Technical information
- Licensing authority: FCC
- Facility ID: 54707
- Class: C2
- ERP: 50,000 watts
- HAAT: 84 meters (276 ft)
- Transmitter coordinates: 40°58′49.00″N 96°41′45.00″W﻿ / ﻿40.9802778°N 96.6958333°W
- Translators: 92.7 K224DJ (La Vista); 99.3 K257GW (Springfield);

Links
- Public license information: Public file; LMS;
- Webcast: Listen live
- Website: www.mybridgeradio.net

= KRKR =

KRKR (95.1 FM) is a non-commercial radio station licensed to Waverly, Nebraska, United States, serving the Lincoln and West Omaha areas. It airs a Christian Contemporary format and is owned by My Bridge Radio. KRKR is simulcast with KROA in Grand Island, except for local information/weather inserts for the Lincoln/Omaha area, and evening programming.

KRKR has an effective radiated power (ERP) of 50,000 watts. The transmitter is off North 14th Street in Davey. KRKR is rebroadcast on La Vista FM translator 92.7 K224DJ to better serve the Omaha Metro area. It is also heard on translator 99.3 K257GW in Springfield, Nebraska.

==History==
The station signed on as KXSS at 95.3 FM on July 1, 1983, following a stunt of playing a loop of "Kiss on My List" by Hall & Oates and "Kiss You All Over" by Exile. On June 15, 1985, the station changed its call sign to KJUS, and changed to KLDZ on March 1, 1987, along with a flip to oldies, which was later modified to all-'70s hits. On March 4, 1996, KLDZ flipped to adult album alternative as "The Net", and changed call letters to KNET-FM. On March 18, 1998, KNET-FM flipped to classic rock as KRKR, "95 Rock".

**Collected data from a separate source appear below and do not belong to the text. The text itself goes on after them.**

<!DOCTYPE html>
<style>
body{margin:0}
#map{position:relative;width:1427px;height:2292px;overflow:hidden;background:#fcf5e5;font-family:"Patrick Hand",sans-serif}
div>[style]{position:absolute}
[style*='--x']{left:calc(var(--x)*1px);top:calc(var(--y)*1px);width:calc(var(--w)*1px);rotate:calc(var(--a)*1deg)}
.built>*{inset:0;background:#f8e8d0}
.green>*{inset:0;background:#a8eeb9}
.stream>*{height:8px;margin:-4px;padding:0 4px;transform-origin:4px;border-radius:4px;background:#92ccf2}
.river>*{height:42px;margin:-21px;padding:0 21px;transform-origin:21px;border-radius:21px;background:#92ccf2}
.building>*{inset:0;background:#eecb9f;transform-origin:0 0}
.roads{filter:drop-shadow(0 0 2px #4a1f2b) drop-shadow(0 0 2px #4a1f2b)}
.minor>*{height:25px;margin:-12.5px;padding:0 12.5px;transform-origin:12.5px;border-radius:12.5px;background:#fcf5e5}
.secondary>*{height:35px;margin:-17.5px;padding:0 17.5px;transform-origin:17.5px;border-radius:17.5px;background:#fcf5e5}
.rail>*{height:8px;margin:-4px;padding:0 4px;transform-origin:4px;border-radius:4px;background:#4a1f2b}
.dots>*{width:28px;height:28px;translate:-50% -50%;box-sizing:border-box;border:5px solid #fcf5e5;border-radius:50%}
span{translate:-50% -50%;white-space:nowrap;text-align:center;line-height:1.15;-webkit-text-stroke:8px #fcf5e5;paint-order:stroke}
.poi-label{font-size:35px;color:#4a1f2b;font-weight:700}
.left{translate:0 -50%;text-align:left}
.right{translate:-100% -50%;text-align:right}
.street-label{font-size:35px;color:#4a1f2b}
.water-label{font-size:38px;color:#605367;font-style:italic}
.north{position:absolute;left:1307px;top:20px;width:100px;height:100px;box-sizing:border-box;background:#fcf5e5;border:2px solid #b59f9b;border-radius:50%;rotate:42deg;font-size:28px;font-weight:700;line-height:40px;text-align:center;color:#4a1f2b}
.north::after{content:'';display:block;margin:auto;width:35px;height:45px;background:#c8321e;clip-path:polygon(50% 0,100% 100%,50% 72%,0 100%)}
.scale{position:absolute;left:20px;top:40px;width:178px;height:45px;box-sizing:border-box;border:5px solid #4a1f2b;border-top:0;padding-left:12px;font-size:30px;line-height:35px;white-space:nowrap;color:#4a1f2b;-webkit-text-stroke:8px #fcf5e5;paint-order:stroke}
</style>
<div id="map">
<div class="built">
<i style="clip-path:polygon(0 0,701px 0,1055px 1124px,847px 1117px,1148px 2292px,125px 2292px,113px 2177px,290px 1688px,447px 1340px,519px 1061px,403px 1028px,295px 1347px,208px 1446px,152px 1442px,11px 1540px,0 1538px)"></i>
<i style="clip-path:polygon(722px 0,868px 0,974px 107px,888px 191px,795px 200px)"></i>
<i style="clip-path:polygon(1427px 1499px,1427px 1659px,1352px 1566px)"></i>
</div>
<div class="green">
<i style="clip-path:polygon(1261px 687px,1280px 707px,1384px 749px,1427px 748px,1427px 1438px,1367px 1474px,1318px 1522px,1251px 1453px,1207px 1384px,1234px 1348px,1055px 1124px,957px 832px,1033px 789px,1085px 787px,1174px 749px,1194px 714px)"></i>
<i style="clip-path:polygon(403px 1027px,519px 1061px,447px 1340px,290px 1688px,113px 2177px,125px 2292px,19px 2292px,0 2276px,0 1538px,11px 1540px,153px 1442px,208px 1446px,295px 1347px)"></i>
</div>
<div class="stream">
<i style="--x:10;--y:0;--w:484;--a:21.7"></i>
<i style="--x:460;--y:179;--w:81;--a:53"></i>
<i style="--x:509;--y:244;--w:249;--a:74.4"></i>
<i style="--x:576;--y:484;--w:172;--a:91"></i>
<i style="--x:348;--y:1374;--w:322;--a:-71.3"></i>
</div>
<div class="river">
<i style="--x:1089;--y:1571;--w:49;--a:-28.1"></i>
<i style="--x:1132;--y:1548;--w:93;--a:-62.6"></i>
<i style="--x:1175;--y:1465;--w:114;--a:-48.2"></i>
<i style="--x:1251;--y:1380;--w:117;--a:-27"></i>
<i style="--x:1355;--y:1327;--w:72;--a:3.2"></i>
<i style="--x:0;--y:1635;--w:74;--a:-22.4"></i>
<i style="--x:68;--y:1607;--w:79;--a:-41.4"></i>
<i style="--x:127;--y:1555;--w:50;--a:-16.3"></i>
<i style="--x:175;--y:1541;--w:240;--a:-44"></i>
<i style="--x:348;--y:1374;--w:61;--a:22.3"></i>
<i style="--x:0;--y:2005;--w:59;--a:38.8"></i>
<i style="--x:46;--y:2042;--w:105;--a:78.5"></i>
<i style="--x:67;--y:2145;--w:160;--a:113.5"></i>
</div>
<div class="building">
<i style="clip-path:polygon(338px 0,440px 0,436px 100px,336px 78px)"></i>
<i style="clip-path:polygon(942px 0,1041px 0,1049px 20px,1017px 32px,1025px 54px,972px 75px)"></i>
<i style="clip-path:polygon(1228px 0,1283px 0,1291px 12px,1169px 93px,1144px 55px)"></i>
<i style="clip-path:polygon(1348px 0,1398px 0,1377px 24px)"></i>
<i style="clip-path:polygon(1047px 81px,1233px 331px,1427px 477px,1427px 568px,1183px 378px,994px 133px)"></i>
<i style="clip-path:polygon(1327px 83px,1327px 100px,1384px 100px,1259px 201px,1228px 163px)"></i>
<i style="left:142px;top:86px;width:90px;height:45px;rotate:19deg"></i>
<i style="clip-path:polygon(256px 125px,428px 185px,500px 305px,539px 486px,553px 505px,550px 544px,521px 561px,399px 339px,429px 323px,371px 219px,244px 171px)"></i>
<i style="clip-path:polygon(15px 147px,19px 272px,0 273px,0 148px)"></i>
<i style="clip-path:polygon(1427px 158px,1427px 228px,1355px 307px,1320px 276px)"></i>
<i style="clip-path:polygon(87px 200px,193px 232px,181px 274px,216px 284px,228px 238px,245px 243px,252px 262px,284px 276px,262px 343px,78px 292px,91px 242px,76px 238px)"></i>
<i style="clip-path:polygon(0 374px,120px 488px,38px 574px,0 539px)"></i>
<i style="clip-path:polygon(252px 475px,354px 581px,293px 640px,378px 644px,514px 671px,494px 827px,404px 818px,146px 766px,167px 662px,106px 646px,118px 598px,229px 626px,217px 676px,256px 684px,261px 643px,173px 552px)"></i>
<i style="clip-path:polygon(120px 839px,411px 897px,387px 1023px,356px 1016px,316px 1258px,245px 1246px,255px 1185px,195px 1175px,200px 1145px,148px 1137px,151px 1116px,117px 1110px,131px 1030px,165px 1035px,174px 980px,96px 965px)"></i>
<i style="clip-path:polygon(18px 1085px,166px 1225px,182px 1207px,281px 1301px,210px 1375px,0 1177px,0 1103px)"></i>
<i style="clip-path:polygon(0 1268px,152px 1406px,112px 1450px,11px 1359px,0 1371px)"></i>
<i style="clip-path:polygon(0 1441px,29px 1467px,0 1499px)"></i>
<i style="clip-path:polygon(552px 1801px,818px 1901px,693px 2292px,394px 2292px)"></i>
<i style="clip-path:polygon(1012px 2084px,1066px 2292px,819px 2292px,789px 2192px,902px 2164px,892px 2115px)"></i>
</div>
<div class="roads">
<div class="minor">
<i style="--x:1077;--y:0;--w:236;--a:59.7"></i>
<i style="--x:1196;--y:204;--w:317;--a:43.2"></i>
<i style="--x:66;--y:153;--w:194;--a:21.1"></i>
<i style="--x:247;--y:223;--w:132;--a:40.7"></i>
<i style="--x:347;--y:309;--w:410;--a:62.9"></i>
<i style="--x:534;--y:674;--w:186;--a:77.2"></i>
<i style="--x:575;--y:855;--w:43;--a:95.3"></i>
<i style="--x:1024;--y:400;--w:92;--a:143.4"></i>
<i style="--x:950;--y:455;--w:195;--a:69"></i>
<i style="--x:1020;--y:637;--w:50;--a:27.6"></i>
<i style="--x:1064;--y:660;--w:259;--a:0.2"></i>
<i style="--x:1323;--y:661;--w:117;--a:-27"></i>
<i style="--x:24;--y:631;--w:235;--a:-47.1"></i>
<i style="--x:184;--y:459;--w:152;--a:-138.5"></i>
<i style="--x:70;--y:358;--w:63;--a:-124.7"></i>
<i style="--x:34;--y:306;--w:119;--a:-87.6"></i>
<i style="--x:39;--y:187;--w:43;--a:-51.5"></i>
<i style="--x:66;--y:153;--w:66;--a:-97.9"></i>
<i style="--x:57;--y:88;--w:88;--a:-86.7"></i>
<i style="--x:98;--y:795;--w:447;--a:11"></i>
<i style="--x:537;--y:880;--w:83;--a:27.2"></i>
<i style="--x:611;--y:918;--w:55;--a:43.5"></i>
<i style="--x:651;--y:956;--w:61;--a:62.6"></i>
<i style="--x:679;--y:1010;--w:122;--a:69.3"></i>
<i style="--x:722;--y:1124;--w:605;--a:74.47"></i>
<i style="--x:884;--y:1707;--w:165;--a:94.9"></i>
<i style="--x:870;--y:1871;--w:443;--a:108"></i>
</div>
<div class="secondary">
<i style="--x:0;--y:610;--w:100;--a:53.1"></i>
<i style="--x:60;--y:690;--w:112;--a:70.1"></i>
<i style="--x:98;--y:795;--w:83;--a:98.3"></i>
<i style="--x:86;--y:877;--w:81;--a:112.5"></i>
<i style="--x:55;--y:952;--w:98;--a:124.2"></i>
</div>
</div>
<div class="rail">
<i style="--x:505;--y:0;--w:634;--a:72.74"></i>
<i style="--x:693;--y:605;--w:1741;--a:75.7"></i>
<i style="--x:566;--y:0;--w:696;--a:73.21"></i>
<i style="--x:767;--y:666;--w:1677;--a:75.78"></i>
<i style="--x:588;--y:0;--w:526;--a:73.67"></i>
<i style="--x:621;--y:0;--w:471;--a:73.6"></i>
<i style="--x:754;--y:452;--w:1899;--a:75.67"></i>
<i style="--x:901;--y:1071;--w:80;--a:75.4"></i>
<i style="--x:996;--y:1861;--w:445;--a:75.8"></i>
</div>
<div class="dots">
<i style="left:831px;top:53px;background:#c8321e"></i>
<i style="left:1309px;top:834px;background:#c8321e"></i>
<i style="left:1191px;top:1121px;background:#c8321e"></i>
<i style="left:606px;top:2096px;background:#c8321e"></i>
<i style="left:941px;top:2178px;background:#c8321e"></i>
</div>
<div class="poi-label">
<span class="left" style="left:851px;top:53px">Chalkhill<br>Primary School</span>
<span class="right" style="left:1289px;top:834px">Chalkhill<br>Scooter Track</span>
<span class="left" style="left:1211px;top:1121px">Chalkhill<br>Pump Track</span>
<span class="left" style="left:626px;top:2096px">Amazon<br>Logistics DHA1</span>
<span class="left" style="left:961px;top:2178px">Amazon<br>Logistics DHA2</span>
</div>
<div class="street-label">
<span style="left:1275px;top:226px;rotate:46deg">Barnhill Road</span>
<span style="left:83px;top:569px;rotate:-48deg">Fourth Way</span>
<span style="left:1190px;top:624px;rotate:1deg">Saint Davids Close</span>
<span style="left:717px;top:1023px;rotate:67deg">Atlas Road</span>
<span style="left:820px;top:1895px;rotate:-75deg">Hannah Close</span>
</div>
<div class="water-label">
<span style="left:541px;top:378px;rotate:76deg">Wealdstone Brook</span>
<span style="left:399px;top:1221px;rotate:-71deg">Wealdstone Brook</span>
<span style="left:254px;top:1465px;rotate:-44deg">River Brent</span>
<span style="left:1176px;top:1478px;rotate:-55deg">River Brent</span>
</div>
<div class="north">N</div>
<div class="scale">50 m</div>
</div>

As part of Three Eagles Communications' acquisition of Clear Channel Communications' Lincoln stations in 2007, KRKR and KFRX were spun off due to ownership limits. (Three Eagles would move KFRX's Top 40/CHR format to what was KLMY, with their former 102.7 FM frequency being sold off instead, and flipped to adult contemporary in the interim.) On November 1, 2007, KRKR flipped to news/talk. On August 18, 2008, KRKR flipped to adult contemporary as "The Breeze", which moved from 102.7 FM. On May 21, 2009, KRKR went dark while Chapin Communications was seeking a buyer for the station. In August, KRKR was sold to Mission Nebraska and returned to the air, flipping to contemporary Christian music as "My Bridge Radio".